### TASK DIRECTIONS
All that is needed is the line containing "Give me a JSON" together with each line after it, transcribed exactly to the end of the records.

===

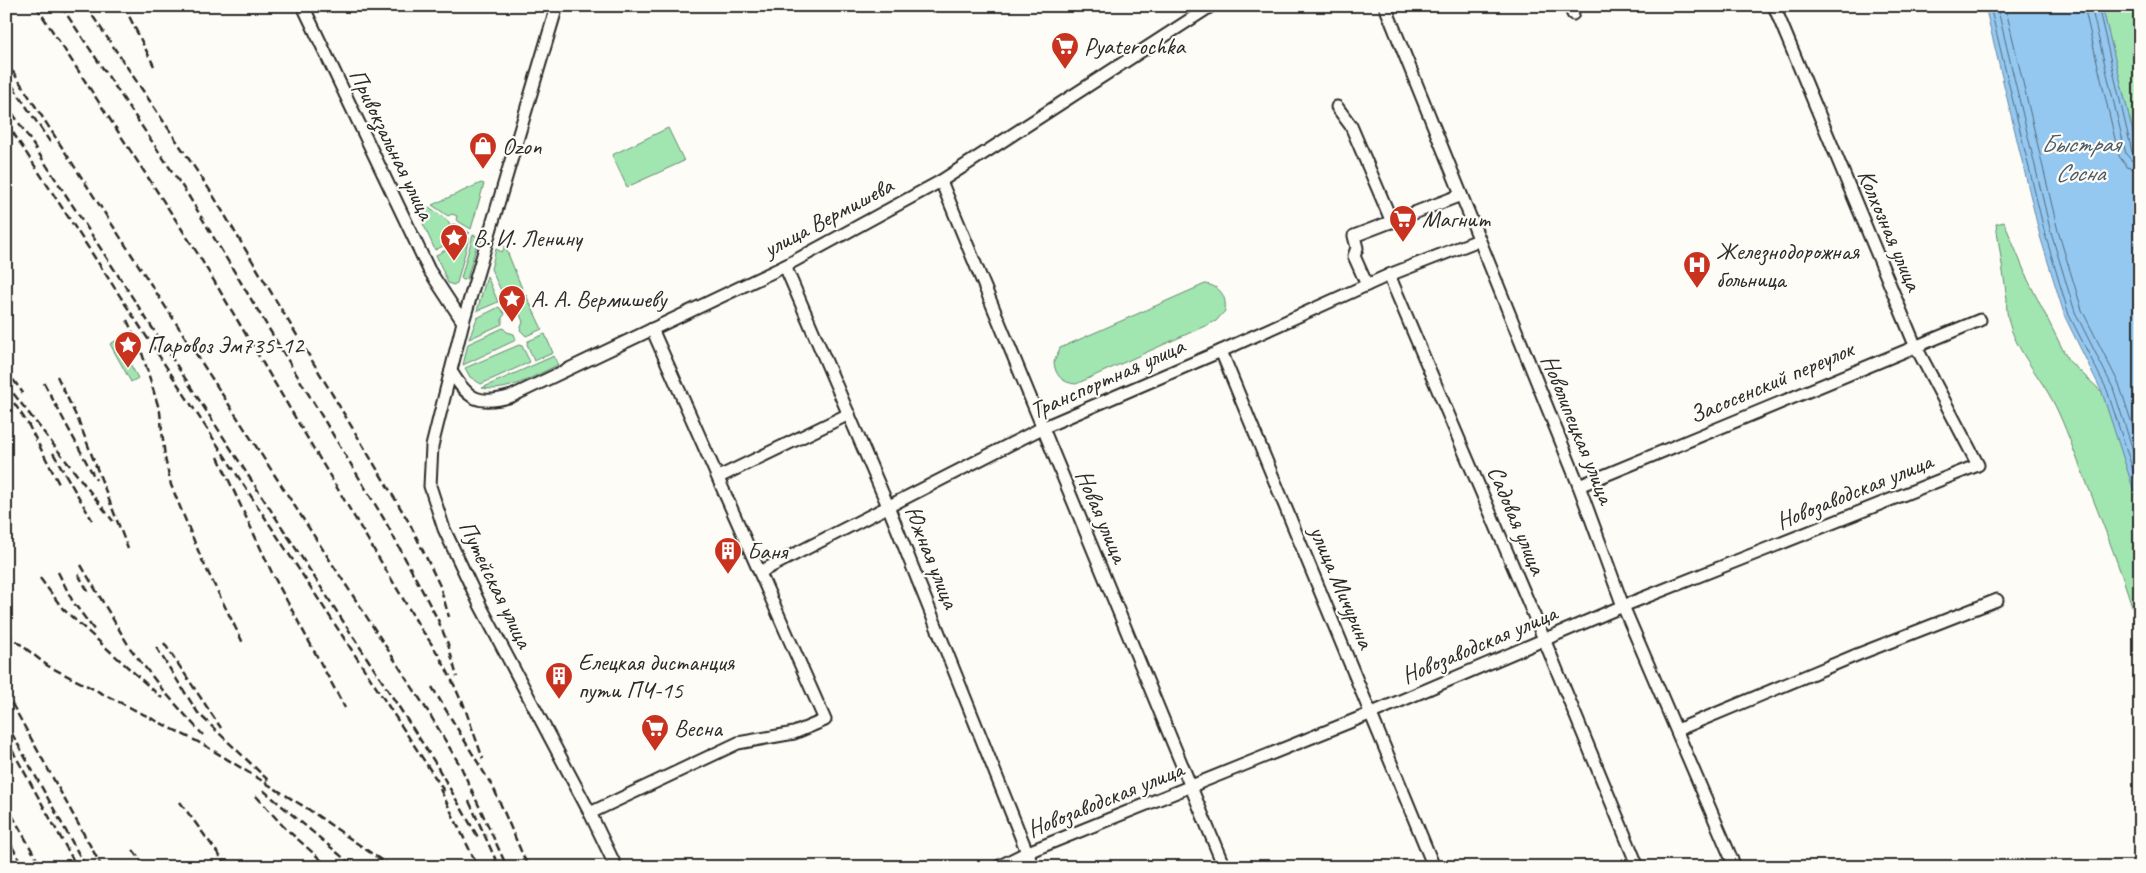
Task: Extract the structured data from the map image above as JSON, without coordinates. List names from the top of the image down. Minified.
{"streets":{"street":["Привокзальная улица","улица Вермишева","Колхозная улица","Транспортная улица","Засосенский переулок","Новолипецкая улица","Новозаводская улица","Новая улица","Садовая улица","Южная улица","Путейская улица","улица Мичурина"]},"crossings":[["Привокзальная улица","Путейская улица"],["улица Вермишева","Новая улица"],["улица Вермишева","Южная улица"],["улица Вермишева","Путейская улица"],["Колхозная улица","Засосенский переулок"],["Колхозная улица","Новозаводская улица"],["Транспортная улица","Новолипецкая улица"],["Транспортная улица","Новая улица"],["Транспортная улица","Садовая улица"],["Транспортная улица","Южная улица"],["Транспортная улица","улица Мичурина"],["Засосенский переулок","Новолипецкая улица"],["Новолипецкая улица","Новозаводская улица"],["Новозаводская улица","Новая улица"],["Новозаводская улица","Садовая улица"],["Новозаводская улица","Южная улица"],["Новозаводская улица","улица Мичурина"]],"water":["Быстрая Сосна"],"places":{"supermarket":["Pyaterochka","Магнит","Весна"],"shop":["Ozon"],"place":["В. И. Ленину","А. А. Вермишеву","Паровоз Эм735-12"],"hospital":["Железнодорожная больница"],"building":["Баня","Елецкая дистанция пути ПЧ-15"]}}
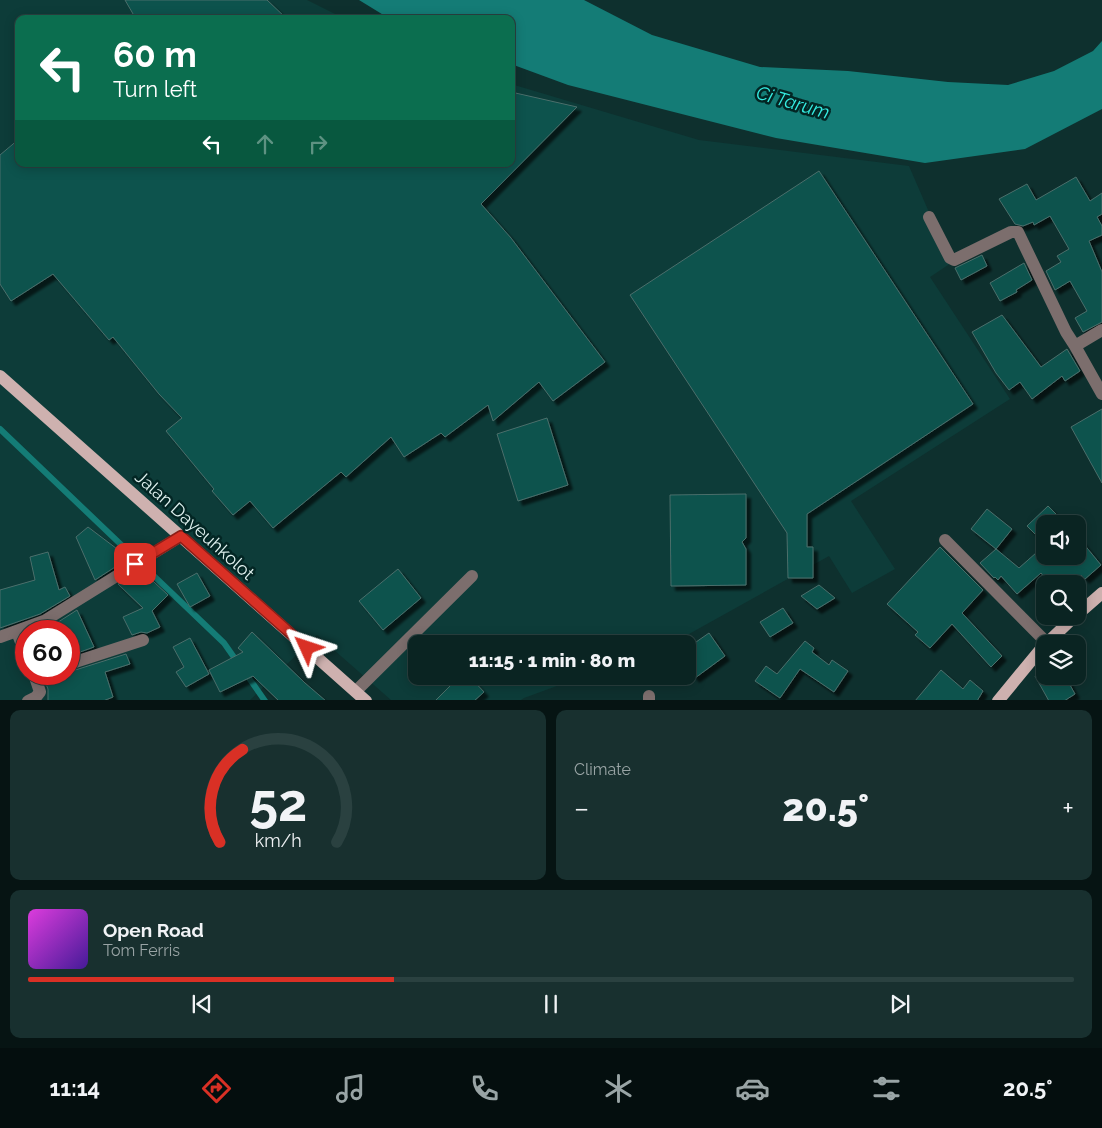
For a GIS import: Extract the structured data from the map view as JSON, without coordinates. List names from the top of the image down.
{
  "streets": {
    "main road": ["Jalan Dayeuhkolot"]
  },
  "water": ["Ci Tarum"],
  "page": {
    "turn": ["60 m", "Turn left"],
    "limit": "60",
    "trip": "11:15 · 1 min · 80 m",
    "tile": "Climate",
    "heat": ["−", "20.5°", "+"],
    "song": ["Open Road", "Tom Ferris"],
    "tabs": ["11:14", "20.5°"],
    "gauge": ["52", "km/h"]
  }
}
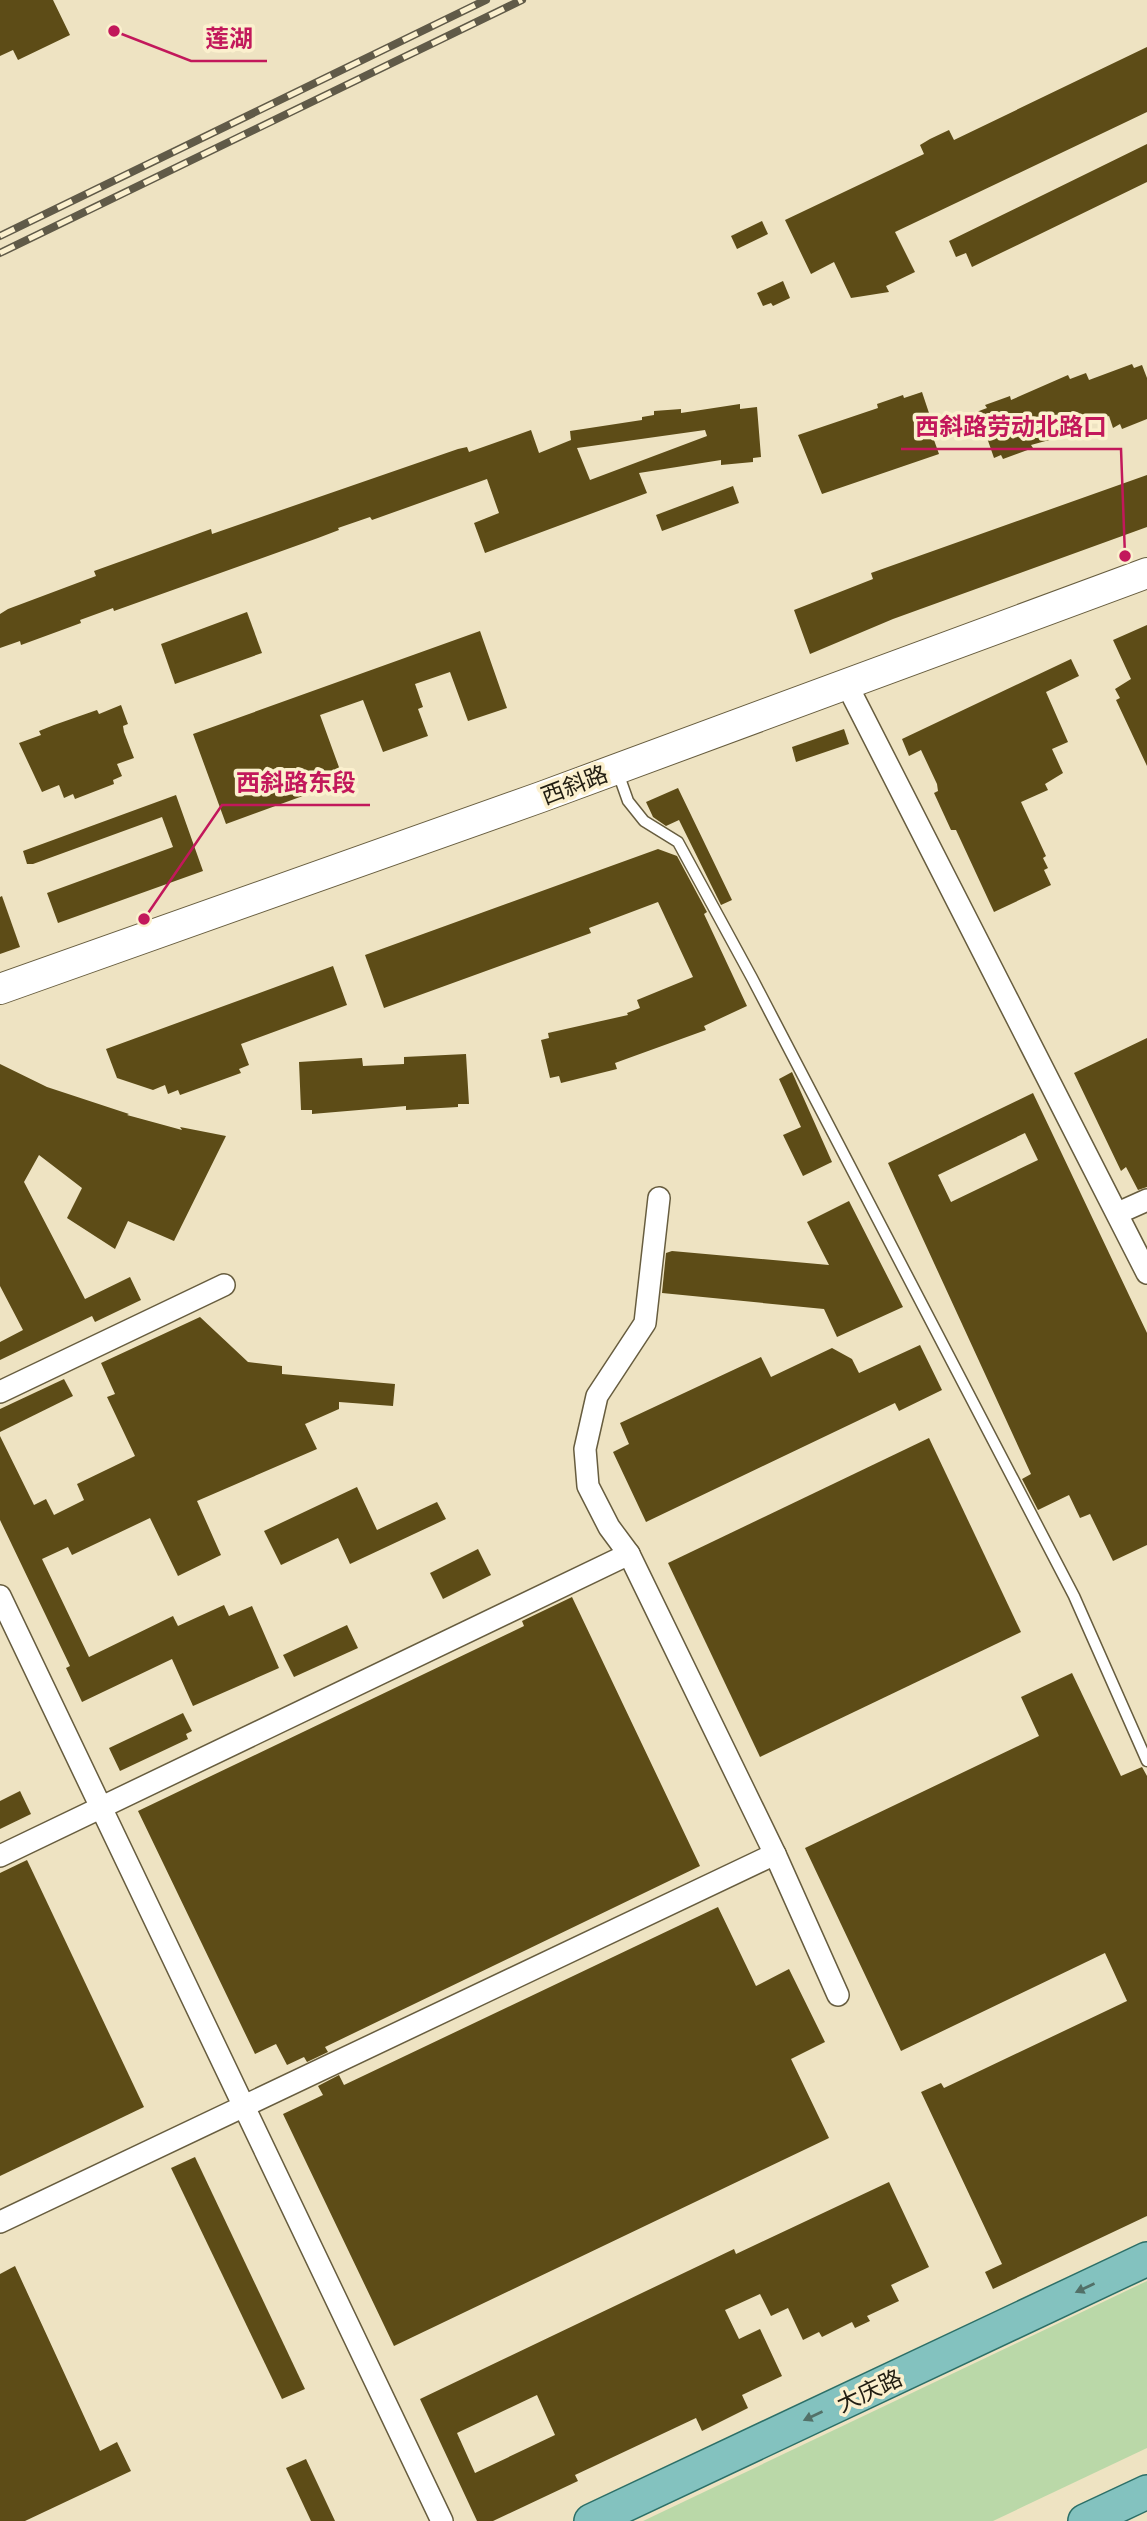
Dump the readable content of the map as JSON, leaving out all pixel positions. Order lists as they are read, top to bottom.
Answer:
{
  "streets": {
    "main road": ["大庆路"],
    "street": ["西斜路"]
  },
  "one_way": ["大庆路"],
  "places": ["莲湖", "西斜路劳动北路口", "西斜路东段"]
}
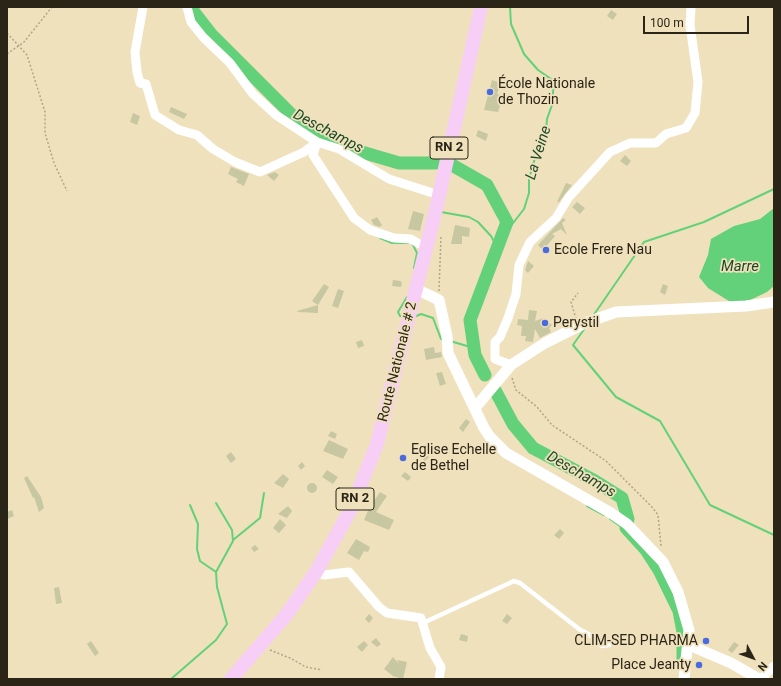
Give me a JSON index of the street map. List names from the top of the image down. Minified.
{"streets":{"main road":["RN 2","Route Nationale # 2"]},"water":["Deschamps","La Veine","Marre"],"places":["École Nationale de Thozin","Ecole Frere Nau","Perystil","Eglise Echelle de Bethel","CLIM-SED PHARMA","Place Jeanty"],"scale_bar":"100 m","north":"bottom right"}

===

### OUTPUT FOR THIS TASK
Give me a JSON index of the street map. List names from the top of the image down. Minified.
{"streets":{"main road":["RN 2","Route Nationale # 2"]},"water":["Deschamps","La Veine","Marre"],"places":["École Nationale de Thozin","Ecole Frere Nau","Perystil","Eglise Echelle de Bethel","CLIM-SED PHARMA","Place Jeanty"],"scale_bar":"100 m","north":"bottom right"}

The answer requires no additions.